Work to be completed: What is the number of lines below that include the string "keys"? Provide that number alone.

Information given:
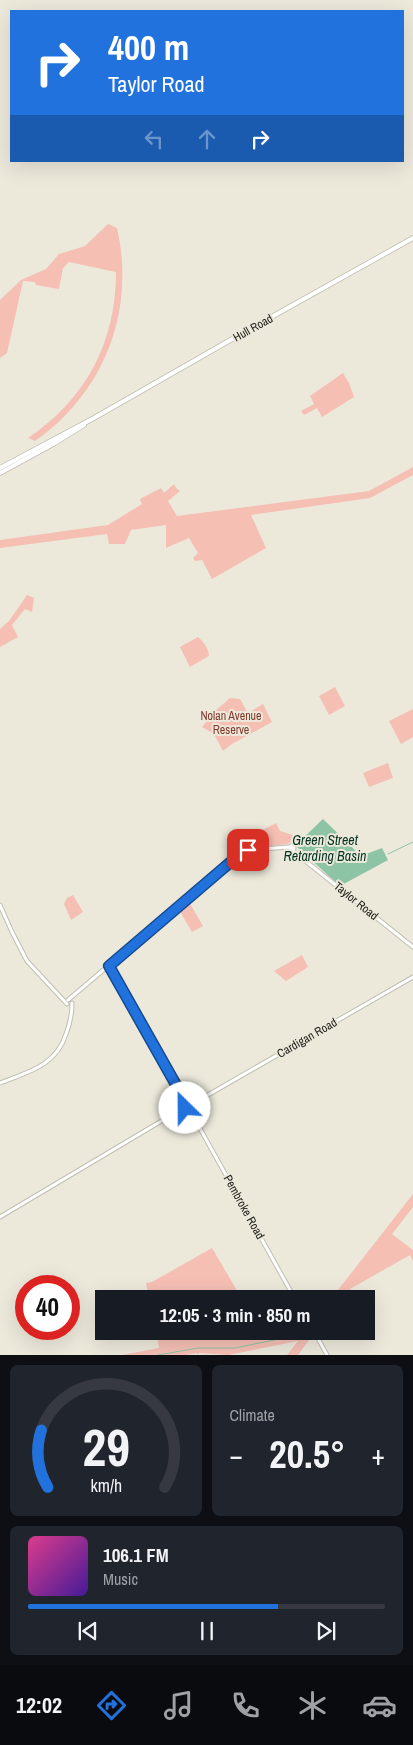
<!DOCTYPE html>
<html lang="en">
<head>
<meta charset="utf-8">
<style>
  body { margin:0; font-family:"Archivo Narrow",sans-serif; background:#20242c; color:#f1f3f6; height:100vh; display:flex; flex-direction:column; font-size:19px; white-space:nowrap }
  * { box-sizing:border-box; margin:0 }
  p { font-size:16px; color:#9ea1a6 }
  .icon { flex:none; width:28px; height:28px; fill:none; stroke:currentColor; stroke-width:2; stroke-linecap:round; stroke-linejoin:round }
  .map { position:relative; height:1355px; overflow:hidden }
  .side { display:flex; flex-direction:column; gap:10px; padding:10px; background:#0d0f14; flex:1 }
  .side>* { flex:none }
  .top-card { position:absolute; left:10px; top:10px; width:394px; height:152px; border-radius:0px; box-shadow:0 5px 20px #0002; background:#2172dd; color:#fff; overflow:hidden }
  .speed { position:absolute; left:15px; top:1275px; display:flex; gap:10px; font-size:25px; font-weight:700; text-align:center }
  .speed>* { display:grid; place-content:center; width:65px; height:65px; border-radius:50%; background:#171b24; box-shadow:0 5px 20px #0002; line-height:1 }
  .speed .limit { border:8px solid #d22; background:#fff; color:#111 }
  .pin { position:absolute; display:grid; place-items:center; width:42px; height:42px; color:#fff; margin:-21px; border-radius:10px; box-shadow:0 2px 8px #0006 }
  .me { position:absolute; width:55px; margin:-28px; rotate:337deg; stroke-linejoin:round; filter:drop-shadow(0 0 4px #0008) }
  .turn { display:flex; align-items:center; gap:18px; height:105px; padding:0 15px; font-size:22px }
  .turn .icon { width:65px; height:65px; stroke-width:2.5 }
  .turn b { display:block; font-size:35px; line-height:42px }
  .lanes { display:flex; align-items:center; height:48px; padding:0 15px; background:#0003; justify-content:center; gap:25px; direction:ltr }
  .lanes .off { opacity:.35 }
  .big { font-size:38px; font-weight:700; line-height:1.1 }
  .side .tile { flex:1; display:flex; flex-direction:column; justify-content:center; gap:8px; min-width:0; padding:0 18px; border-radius:8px; background:#20242c }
  .side .dial { align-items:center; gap:0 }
  .dial svg { height:130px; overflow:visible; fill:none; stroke:#363941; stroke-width:7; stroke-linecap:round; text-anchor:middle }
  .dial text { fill:#f1f3f6; stroke:none }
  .song { display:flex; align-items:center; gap:15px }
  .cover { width:60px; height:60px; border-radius:8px; background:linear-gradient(135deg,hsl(330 70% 55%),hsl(260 70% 35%)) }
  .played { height:5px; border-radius:2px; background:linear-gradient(90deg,#2172dd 70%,#363941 70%) }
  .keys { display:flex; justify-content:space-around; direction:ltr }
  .heat { display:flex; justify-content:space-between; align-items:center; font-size:28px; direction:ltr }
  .side .tiles { flex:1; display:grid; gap:10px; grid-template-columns:1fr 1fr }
  .tile:last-child { grid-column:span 2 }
  .trip { position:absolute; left:95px; top:1290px; width:280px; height:50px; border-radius:0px; background:#171b24; box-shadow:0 5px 20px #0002; font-weight:700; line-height:50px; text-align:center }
  .tab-bar { display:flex; height:80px; justify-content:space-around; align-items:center; background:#090b0e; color:#9ea1a6 }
  .tab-bar .icon { width:35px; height:35px }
  .tab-bar .current { color:#2172dd }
  .tab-bar b { font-size:22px; color:#f1f3f6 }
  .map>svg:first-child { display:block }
</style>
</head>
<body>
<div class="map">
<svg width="413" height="1355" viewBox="0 0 413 1355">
  <rect width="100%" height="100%" fill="#ece9db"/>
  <g fill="#f5bfb4">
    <path d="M108,224L117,228C136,311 104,393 35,441L28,438C86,399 116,342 116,272L69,262L63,268L59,289L36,285L35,282L23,281L7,353L0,358V300L21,280L46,269L59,254L85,246Z"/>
    <polygon points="343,373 349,383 354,397 322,417 317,408 304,415 301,411 314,404 310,396"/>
    <polygon points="413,467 413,475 370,498 251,515 266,548 212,579 202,560 195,561 193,558 198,553 189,538 166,548 166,525 131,530 125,544 109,544 107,534 0,548 0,540 108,525 142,504 140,499 161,488 164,493 174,484 176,488 180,491 168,501 177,516 369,491"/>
    <polygon points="27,595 34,598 32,612 25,609 12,625 18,637 0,647 0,629 9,621"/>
    <path d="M198,637C203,641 209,649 209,656L190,667L180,647Z"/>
    <polygon points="335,687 345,706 329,715 319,696"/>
    <polygon points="230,698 240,699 248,713 263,704 272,722 232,744 223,751 214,734 202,727 215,711"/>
    <polygon points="413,709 413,737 401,744 389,721"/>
    <polygon points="388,763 393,778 369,787 363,773"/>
    <polygon points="276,823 280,831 296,836 288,844 254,848 240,851 236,844"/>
    <polygon points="73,895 83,912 71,920 64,904 67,898"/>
    <polygon points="189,902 203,926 192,932 179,910"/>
    <polygon points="302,955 308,967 286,981 274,971"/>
    <polygon points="413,1194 413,1207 392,1234 413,1250 413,1261 410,1255 350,1289 357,1299 331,1299"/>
    <polygon points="212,1248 242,1299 149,1299 146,1283 152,1282"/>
    <polygon points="156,1331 256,1331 257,1336 283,1331 309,1331 312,1336 298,1355 287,1355 298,1341 228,1355 199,1353 197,1355 197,1353 186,1355 122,1355 159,1348"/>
  </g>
  <polygon fill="#8cc4a5" points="323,819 361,856 382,848 388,860 340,886 297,847 299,842"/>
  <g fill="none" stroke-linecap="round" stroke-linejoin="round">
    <g stroke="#8cc4a5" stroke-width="1">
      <polyline points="388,854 413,842"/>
      <polyline points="158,1355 198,1348 235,1348 303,1334"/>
    </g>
    <defs>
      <g id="tertiary">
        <polygon points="291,846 294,848 293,851 290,850"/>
        <polyline points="293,851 413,947"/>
        <polyline points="0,905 12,932 27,961 67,1004"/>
        <polyline points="109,966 183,1099 186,1105"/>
        <polyline points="68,1000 240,854 248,850 290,847"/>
        <path d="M0,1083C28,1072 56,1066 66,1034C70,1024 72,1014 72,1003"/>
        <polyline points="189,1104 201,1099 413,977"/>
        <circle cx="188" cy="1107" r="2.5"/>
        <polyline points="190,1108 193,1116 295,1299"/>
        <polyline points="0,1217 185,1107"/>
        <polyline points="314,1331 327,1355"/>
      </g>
      <g id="secondary">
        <polyline points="0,468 94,418 241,334 413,238"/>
        <polyline points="0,473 55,443 84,425"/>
      </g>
    </defs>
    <use href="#tertiary" stroke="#c1beb1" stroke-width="5"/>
    <use href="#secondary" stroke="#c1beb1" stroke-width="5.5"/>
    <use href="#tertiary" stroke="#fff" stroke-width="3"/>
    <use href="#secondary" stroke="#fff" stroke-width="4"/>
  </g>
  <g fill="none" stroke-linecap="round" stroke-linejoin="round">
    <defs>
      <polyline id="route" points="185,1108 184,1099 109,966 240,854 248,850"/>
    </defs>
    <use href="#route" stroke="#154a90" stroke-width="12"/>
    <use href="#route" stroke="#2172dd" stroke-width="9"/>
  </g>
  <g text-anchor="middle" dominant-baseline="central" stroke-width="4" stroke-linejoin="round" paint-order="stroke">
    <g font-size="12" fill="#1f1e19" stroke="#ece9db">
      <text transform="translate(253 328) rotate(-29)">Hull Road</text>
      <text transform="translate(356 901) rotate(39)">Taylor Road</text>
      <text transform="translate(307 1038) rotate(-30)">Cardigan Road</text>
      <text transform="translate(244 1207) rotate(61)">Pembroke Road</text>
    </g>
    <g font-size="12" fill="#81392d" stroke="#ece9db">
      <text x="231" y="716">Nolan Avenue<tspan x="231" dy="14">Reserve</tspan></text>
    </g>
    <g font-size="14" font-style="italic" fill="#043421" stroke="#ece9db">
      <text x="325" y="840">Green Street<tspan x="325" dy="16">Retarding Basin</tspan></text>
    </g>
  </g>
</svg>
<div class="speed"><div class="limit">40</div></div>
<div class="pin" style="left:248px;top:850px;background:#d93025"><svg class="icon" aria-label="arrive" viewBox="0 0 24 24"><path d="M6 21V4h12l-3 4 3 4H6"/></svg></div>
<svg class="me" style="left:185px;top:1108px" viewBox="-20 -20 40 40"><circle r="19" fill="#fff"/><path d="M0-13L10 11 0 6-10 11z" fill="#2172dd"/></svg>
<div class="trip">12:05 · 3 min · 850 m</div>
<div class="top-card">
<div class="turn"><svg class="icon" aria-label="right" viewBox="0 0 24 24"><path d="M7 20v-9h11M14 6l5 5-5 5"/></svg><div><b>400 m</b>Taylor Road</div></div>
<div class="lanes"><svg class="icon off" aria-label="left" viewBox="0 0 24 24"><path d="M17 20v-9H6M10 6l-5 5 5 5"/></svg><svg class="icon off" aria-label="ahead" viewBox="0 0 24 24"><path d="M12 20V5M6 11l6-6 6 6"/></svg><svg class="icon" aria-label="right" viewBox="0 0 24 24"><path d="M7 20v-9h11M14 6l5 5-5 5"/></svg></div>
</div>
</div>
<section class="side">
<div class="tiles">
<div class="tile dial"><svg viewBox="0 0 100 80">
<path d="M14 69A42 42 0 1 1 86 69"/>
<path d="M14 69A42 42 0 0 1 10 34" stroke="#2172dd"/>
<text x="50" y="56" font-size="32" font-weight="700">29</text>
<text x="50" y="72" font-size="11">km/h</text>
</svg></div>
<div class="tile"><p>Climate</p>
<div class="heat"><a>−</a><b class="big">20.5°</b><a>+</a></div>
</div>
<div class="tile">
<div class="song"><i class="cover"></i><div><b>106.1 FM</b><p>Music</p></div></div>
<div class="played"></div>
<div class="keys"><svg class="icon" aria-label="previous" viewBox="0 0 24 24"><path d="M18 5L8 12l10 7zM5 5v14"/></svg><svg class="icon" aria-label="pause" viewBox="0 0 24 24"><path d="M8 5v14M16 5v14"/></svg><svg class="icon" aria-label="next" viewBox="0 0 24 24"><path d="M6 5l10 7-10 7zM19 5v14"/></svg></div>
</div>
</div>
</section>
<nav class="tab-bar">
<b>12:02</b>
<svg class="icon current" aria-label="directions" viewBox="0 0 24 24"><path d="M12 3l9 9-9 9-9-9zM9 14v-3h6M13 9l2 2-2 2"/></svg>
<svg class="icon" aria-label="music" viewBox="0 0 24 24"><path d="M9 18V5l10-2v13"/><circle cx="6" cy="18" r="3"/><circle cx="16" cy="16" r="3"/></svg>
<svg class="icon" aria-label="phone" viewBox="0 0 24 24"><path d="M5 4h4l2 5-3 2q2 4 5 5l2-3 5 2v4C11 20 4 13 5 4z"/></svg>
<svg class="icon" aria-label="climate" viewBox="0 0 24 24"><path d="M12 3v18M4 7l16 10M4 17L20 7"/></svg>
<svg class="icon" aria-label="car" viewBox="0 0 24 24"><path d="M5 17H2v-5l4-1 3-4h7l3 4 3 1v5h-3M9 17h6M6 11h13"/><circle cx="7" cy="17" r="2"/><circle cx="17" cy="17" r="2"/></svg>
</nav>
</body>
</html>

Exercise output: 2